YOUR INSTRUCTIONS
What lines of the data below hold the string "Детский"? Copy each one.

Records excerpted from a collection
• • • •

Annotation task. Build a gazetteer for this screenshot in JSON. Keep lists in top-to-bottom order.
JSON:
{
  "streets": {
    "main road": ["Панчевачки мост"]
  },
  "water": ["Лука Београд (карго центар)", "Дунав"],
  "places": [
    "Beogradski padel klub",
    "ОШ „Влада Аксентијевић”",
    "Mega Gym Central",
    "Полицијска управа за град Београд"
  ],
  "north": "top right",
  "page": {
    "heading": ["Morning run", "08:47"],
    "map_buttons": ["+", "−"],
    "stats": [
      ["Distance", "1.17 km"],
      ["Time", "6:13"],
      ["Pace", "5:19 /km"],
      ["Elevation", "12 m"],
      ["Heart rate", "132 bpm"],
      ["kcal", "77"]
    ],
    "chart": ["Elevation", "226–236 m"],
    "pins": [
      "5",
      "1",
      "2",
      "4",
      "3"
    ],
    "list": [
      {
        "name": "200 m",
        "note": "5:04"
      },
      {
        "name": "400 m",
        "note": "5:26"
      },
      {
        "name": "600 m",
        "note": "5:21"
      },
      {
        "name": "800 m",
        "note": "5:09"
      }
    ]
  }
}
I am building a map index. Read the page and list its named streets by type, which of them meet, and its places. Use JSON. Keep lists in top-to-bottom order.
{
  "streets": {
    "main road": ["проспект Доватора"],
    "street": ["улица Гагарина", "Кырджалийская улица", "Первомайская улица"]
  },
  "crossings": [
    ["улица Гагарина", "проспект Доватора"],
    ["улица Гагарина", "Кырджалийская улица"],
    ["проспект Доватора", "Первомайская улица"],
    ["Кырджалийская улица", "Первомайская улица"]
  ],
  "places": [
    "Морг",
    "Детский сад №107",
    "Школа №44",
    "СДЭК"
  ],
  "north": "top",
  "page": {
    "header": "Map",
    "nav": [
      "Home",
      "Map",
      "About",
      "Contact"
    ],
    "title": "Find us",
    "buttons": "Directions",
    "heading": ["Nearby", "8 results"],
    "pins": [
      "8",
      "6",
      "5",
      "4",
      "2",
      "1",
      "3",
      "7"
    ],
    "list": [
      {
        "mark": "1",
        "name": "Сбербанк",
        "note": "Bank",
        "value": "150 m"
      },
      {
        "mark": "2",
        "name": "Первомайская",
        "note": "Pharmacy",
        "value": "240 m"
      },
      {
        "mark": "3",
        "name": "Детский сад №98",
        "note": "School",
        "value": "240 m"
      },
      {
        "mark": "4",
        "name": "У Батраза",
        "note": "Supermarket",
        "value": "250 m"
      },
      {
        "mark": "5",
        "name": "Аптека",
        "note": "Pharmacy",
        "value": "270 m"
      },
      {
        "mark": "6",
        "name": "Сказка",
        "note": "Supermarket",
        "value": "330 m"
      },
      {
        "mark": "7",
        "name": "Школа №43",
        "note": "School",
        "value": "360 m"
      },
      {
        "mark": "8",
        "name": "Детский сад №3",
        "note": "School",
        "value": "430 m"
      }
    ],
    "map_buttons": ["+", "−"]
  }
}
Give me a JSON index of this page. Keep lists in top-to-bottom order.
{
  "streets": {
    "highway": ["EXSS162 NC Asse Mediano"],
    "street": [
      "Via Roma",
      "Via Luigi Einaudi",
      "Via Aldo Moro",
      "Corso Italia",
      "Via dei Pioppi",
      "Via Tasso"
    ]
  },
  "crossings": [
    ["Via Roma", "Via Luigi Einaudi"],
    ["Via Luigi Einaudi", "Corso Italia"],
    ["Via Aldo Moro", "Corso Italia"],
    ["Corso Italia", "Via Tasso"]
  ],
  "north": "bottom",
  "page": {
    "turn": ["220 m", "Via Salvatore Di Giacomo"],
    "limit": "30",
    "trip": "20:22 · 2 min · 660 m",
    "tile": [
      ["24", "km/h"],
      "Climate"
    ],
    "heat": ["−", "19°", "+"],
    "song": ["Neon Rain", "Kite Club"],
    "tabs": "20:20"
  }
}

• • • •

ANSWER BOX
    "Детский сад №107",
        "name": "Детский сад №98",
        "name": "Детский сад №3",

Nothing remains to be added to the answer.